Has he considered stepping down?

No, Ackley says. He adds that it’s not a subject he wishes to talk about.

“I don’t think he’s anywhere near done,” says Lois Torf, a museum trustee and longtime fan of Ackley’s work. “But I do think this is a culmination of all of his serious thinking about Rembrandt.”

It should hardly be surprising that Ackley keeps his plans to himself. He lives alone and is proudly private, a virtual mystery man even to those he considers closest. Take Stephanie Stepanek, an assistant curator. She was at the top of a list of 10 people Ackley provided to talk about him.

“I don’t really know him that well,” she says. “I know what his interests are but he’s private. He’s not like a lot of people.”

Ackley doesn’t hide his reclusive nature. He says it’s rooted in his childhood, which is one of the few pieces of personal information he does enjoy sharing. He hopes to one day write a memoir about growing up on a farm in Tillamook County, Ore. His mother, Mildred, was the daughter of the farm boss. His father, Sigfrid, was a farmhand. Mildred died when Clifford was a baby, and he was reared by his grandfather, an ultraconservative, self-made man.

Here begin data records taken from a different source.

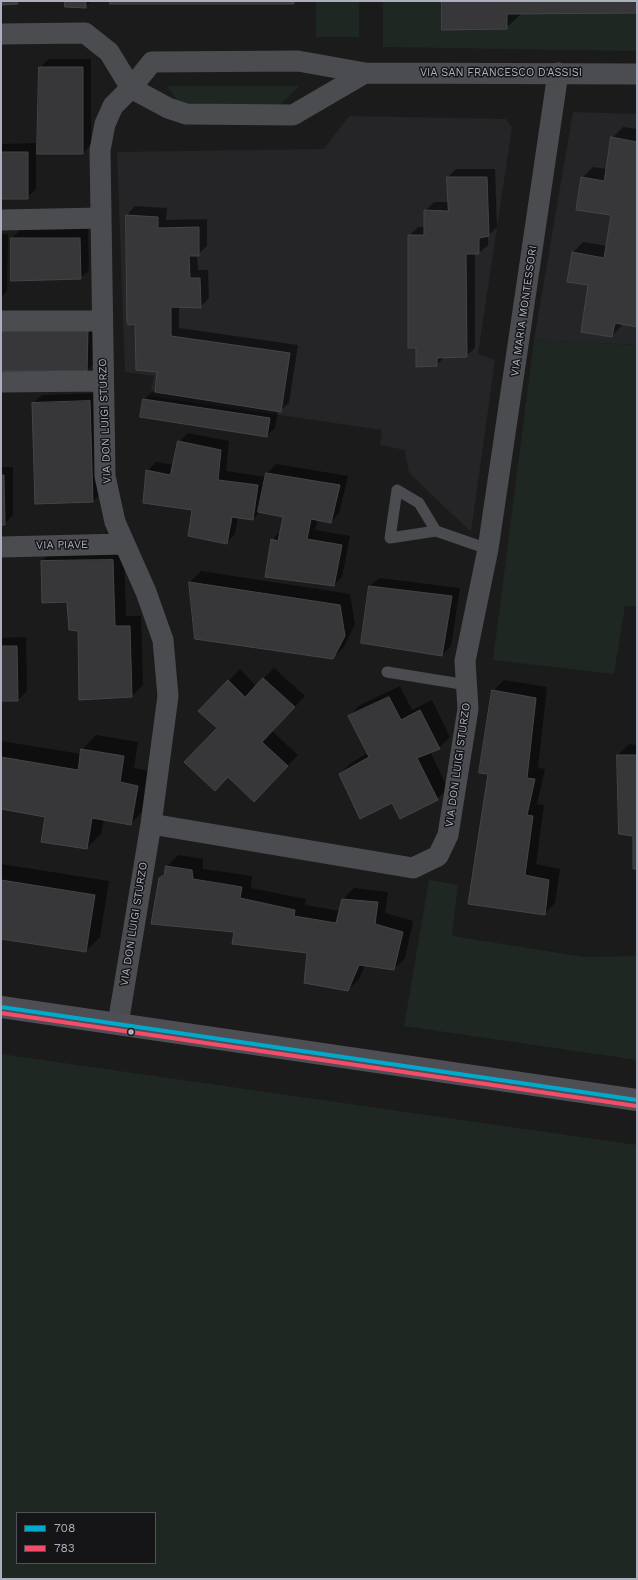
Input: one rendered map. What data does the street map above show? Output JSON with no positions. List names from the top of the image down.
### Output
{
  "streets": {
    "street": [
      "VIA SAN FRANCESCO D'ASSISI",
      "VIA MARIA MONTESSORI",
      "VIA DON LUIGI STURZO",
      "VIA PIAVE"
    ]
  },
  "crossings": [
    ["VIA SAN FRANCESCO D'ASSISI", "VIA MARIA MONTESSORI"],
    ["VIA SAN FRANCESCO D'ASSISI", "VIA DON LUIGI STURZO"],
    ["VIA MARIA MONTESSORI", "VIA DON LUIGI STURZO"],
    ["VIA DON LUIGI STURZO", "VIA PIAVE"]
  ],
  "lines": ["transit line 708", "transit line 783"],
  "legend": ["708", "783"]
}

Tillamook was famous for its cheese — the high school football team was called the Cheesemakers — and not particularly welcoming to a kid who loved art.

So Ackley spent a lot of time alone, reading Sherwood Anderson’s “Winesburg, Ohio,” and learning to draw. He traveled with his grandfather to Mexico, and at one point decided he would become an archeologist. He also wanted to be a Hollywood set designer.

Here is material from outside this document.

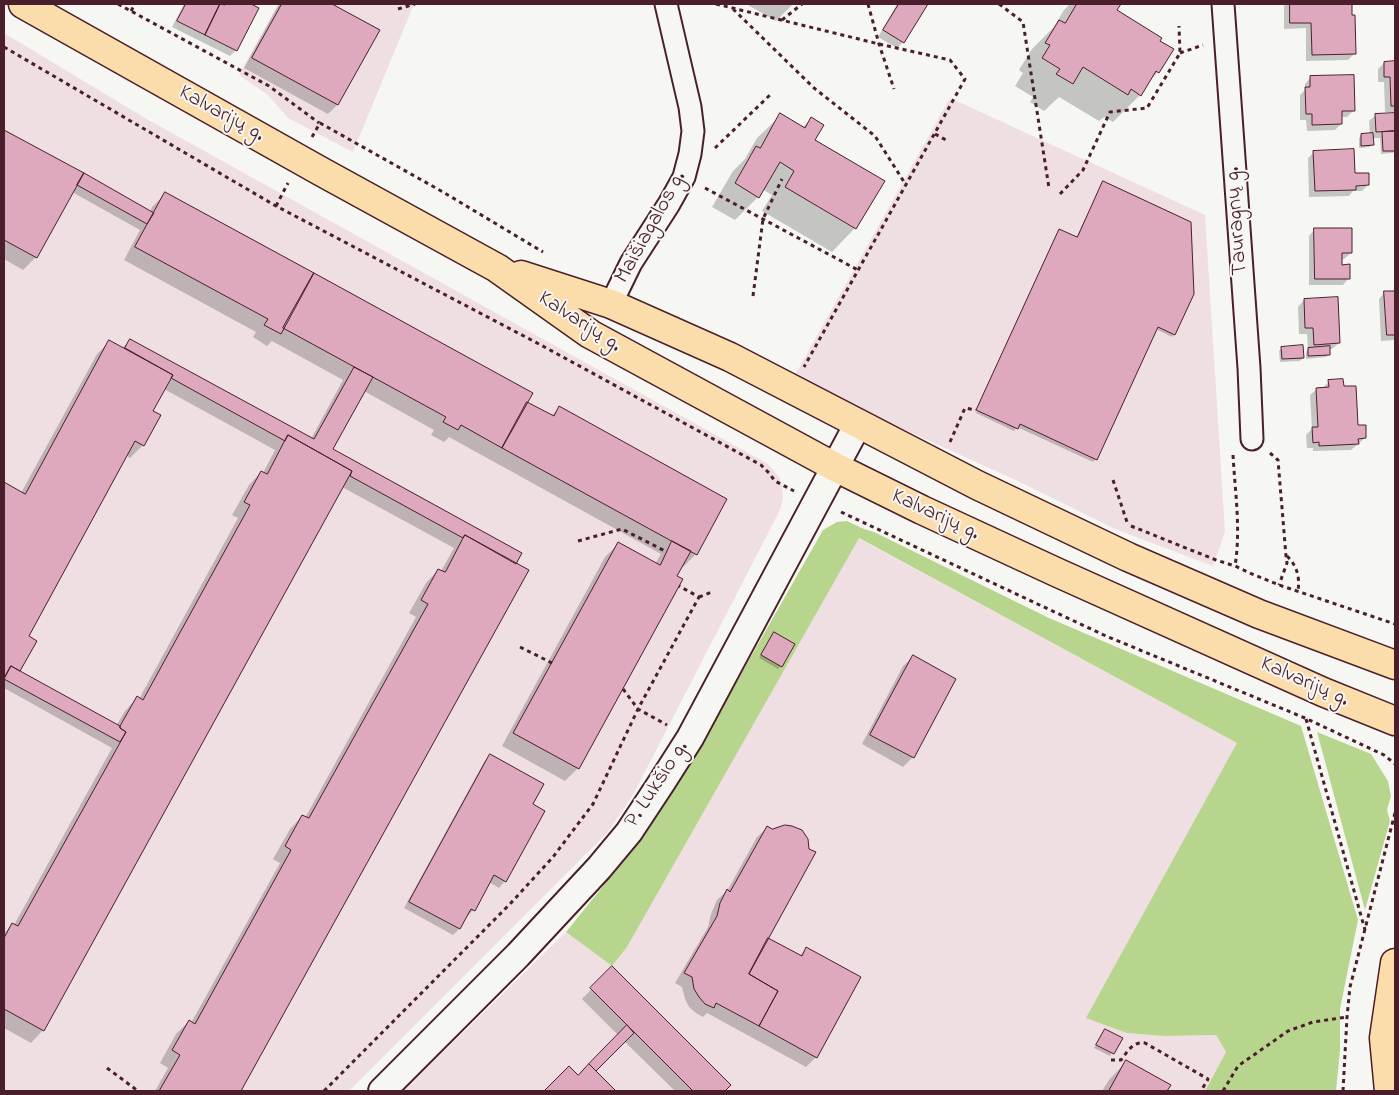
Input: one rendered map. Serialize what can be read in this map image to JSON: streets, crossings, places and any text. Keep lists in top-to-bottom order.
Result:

At the University of Oregon, Ackley moved away from his plan to be an artist. His adviser pushed Ackley to attend graduate school at Harvard. He applied for a Fulbright grant, got it, and chose to study in the Netherlands, leading to a lifelong relationship with Dutch art. While at Harvard, Ackley began to visit the MFA.

In 1966, he was hired by the MFA to work with old master prints.

“But they got someone who, unbeknownst to them, was also really interested in contemporary art and photography,” says Ackley.

His inspirations At the MFA, Ackley’s domain is the print room, where visitors can view the museum’s approximately 200,000-piece collection of drawings and prints. On a recent afternoon, the curator has Patrick Murphy, who runs the room, assemble a group of works Ackley believes reflect his acquisitions. As he promised, Ackley offers works that show his interests reach far outside his very specific, academically trained specialty. The works also burst the public perception of the MFA as a place that began collecting contemporary art only recently. There’s a Willem De Kooning, which Ackley acquired in 1970, and a Jasper Johns.

“That’s the one thing that’s so phenomenal about him,” says gallery owner Barbara Krakow, who has known Ackley for years. “Clearly, his scholarship is in material like Rembrandt. Yet his knowledge of contemporary art is vast. Of all the curators in the city of Boston, Cliff is the one that is most out looking for work. I see Cliff more than anybody.”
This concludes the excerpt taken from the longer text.